▶ [Aim of the task] Each line below needs to be returned exactly. Skip any picture.

**********

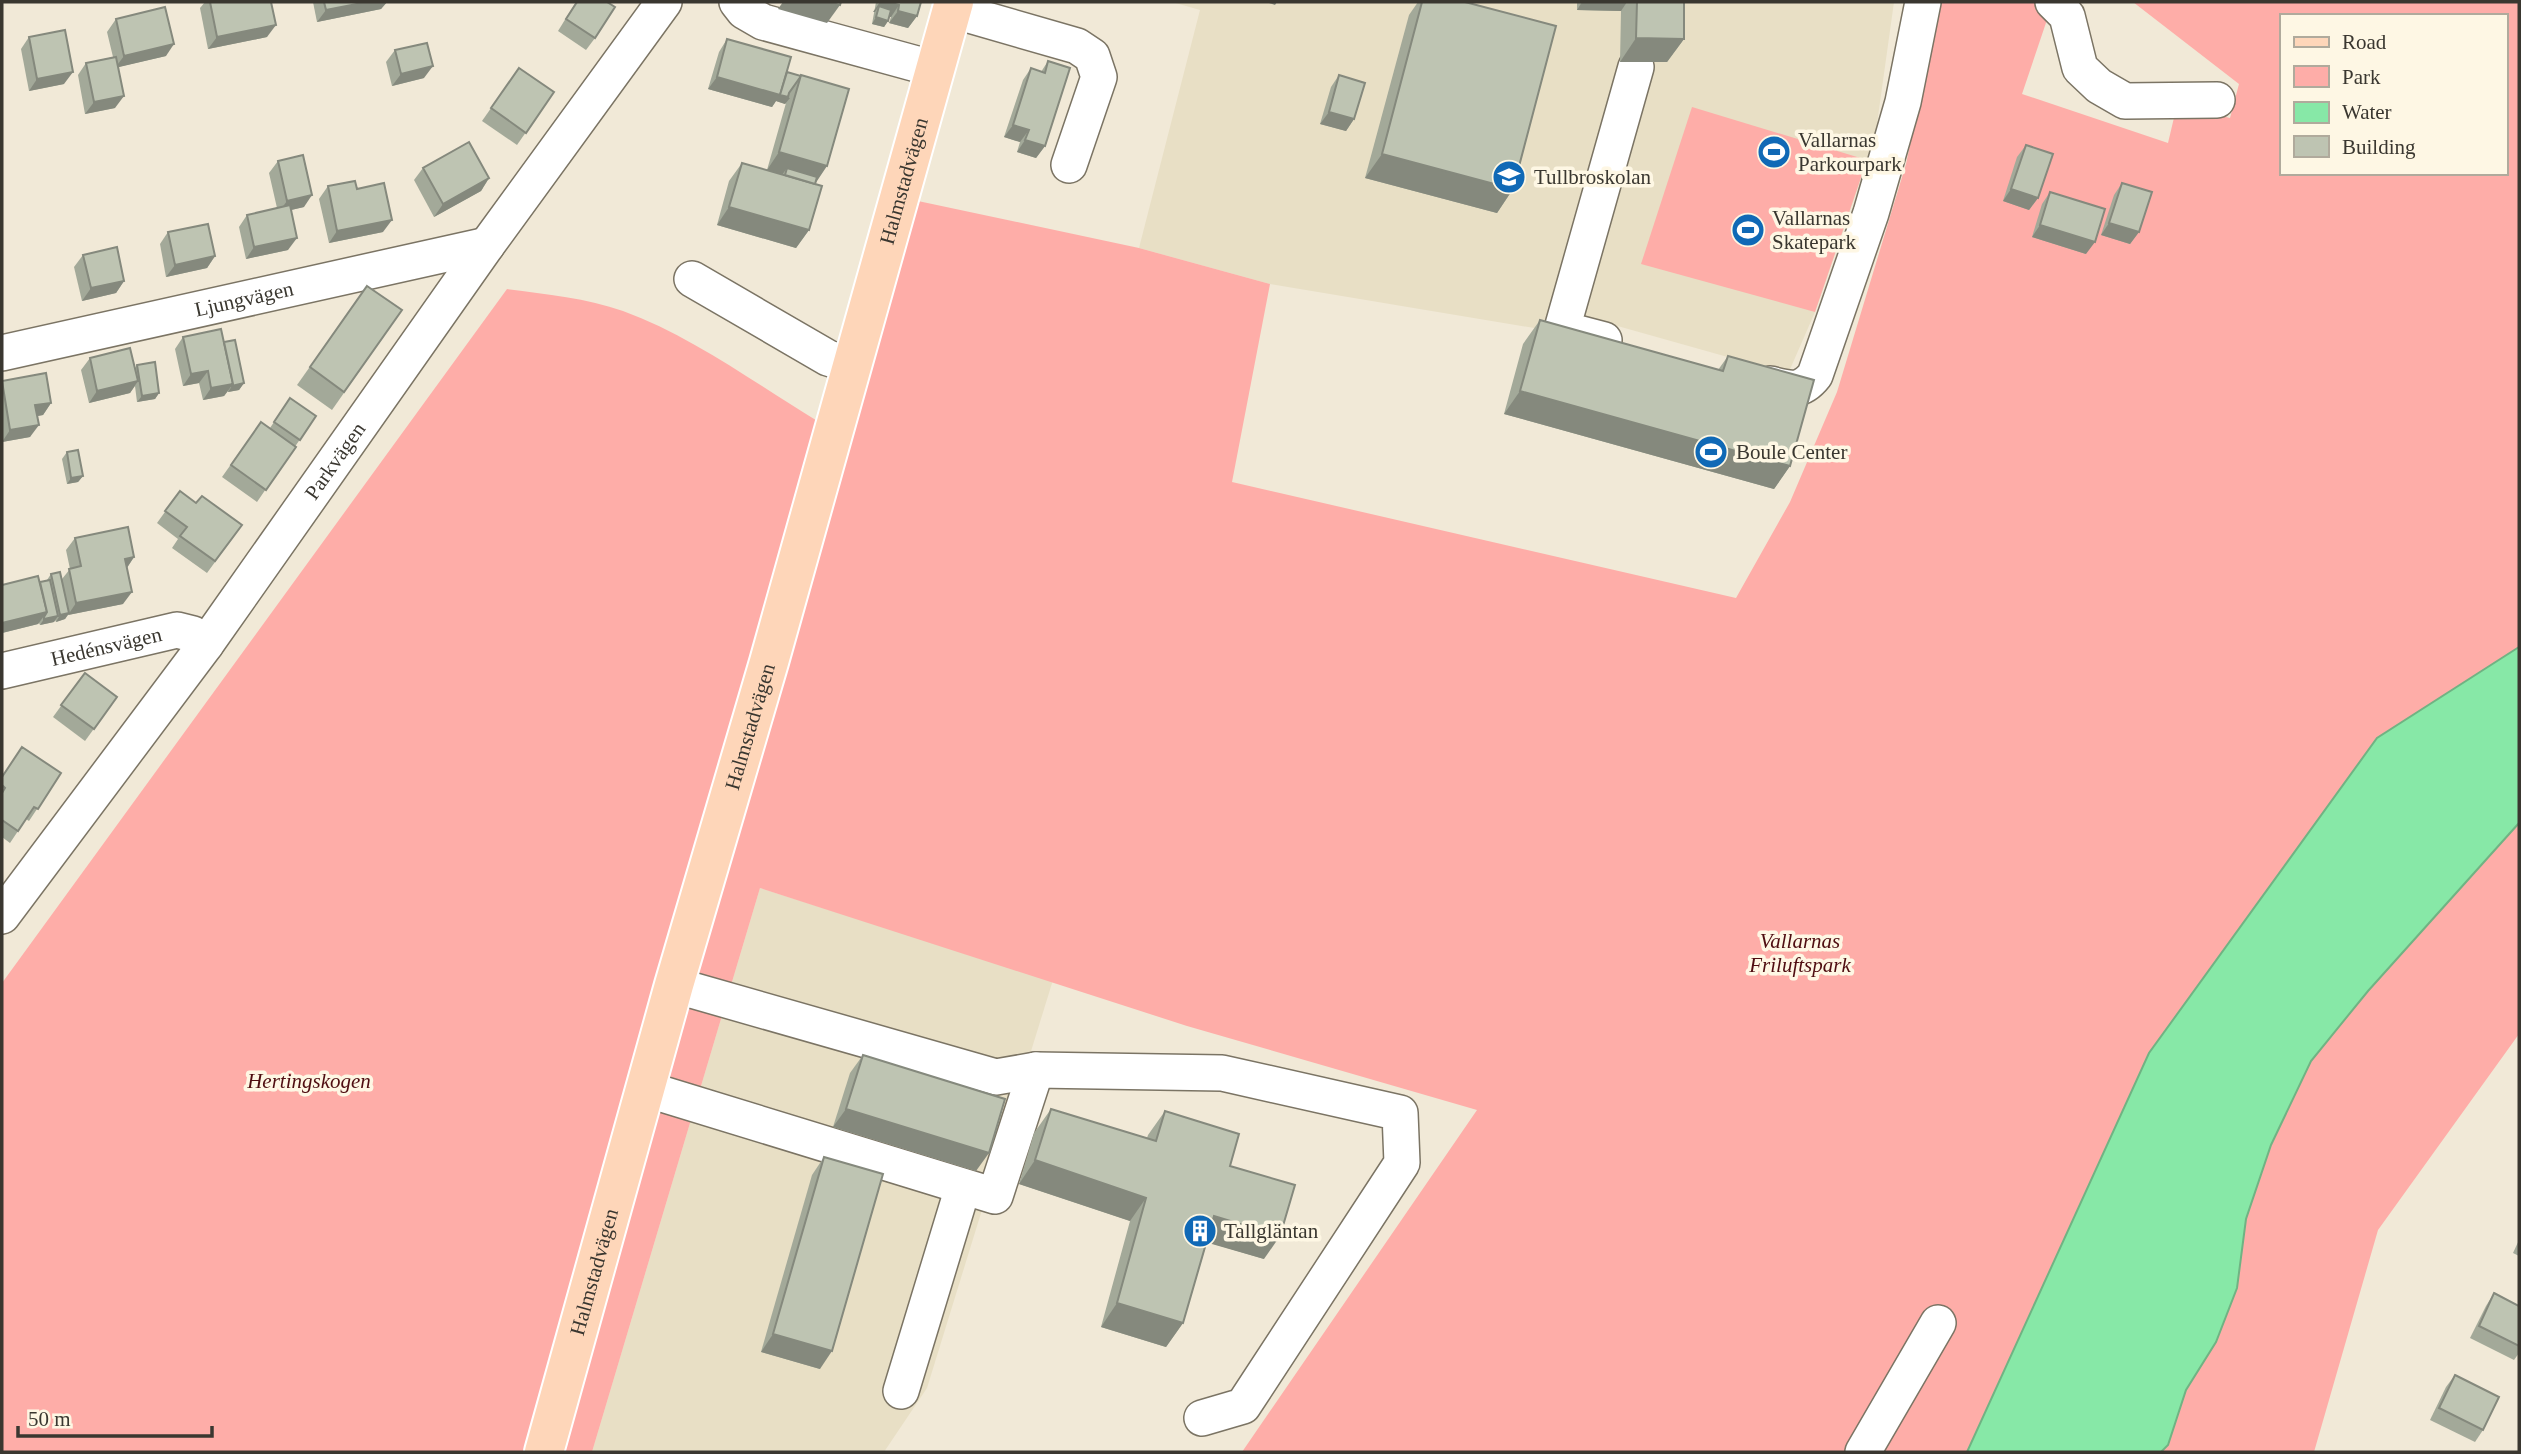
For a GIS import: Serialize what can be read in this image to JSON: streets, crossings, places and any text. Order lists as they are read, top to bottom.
{
  "streets": {
    "main road": ["Halmstadvägen"],
    "street": ["Ljungvägen", "Parkvägen", "Hedénsvägen"]
  },
  "crossings": [
    ["Ljungvägen", "Parkvägen"],
    ["Parkvägen", "Hedénsvägen"]
  ],
  "parks": ["Vallarnas Friluftspark", "Hertingskogen"],
  "places": {
    "sports": ["Vallarnas Parkourpark", "Vallarnas Skatepark", "Boule Center"],
    "school or university": ["Tullbroskolan"],
    "building": ["Tallgläntan"]
  },
  "legend": [
    "Road",
    "Park",
    "Water",
    "Building"
  ],
  "scale_bar": "50 m"
}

**********

▶ [Expected answer]
For a GIS import: Serialize what can be read in this image to JSON: streets, crossings, places and any text. Order lists as they are read, top to bottom.
{
  "streets": {
    "main road": ["Halmstadvägen"],
    "street": ["Ljungvägen", "Parkvägen", "Hedénsvägen"]
  },
  "crossings": [
    ["Ljungvägen", "Parkvägen"],
    ["Parkvägen", "Hedénsvägen"]
  ],
  "parks": ["Vallarnas Friluftspark", "Hertingskogen"],
  "places": {
    "sports": ["Vallarnas Parkourpark", "Vallarnas Skatepark", "Boule Center"],
    "school or university": ["Tullbroskolan"],
    "building": ["Tallgläntan"]
  },
  "legend": [
    "Road",
    "Park",
    "Water",
    "Building"
  ],
  "scale_bar": "50 m"
}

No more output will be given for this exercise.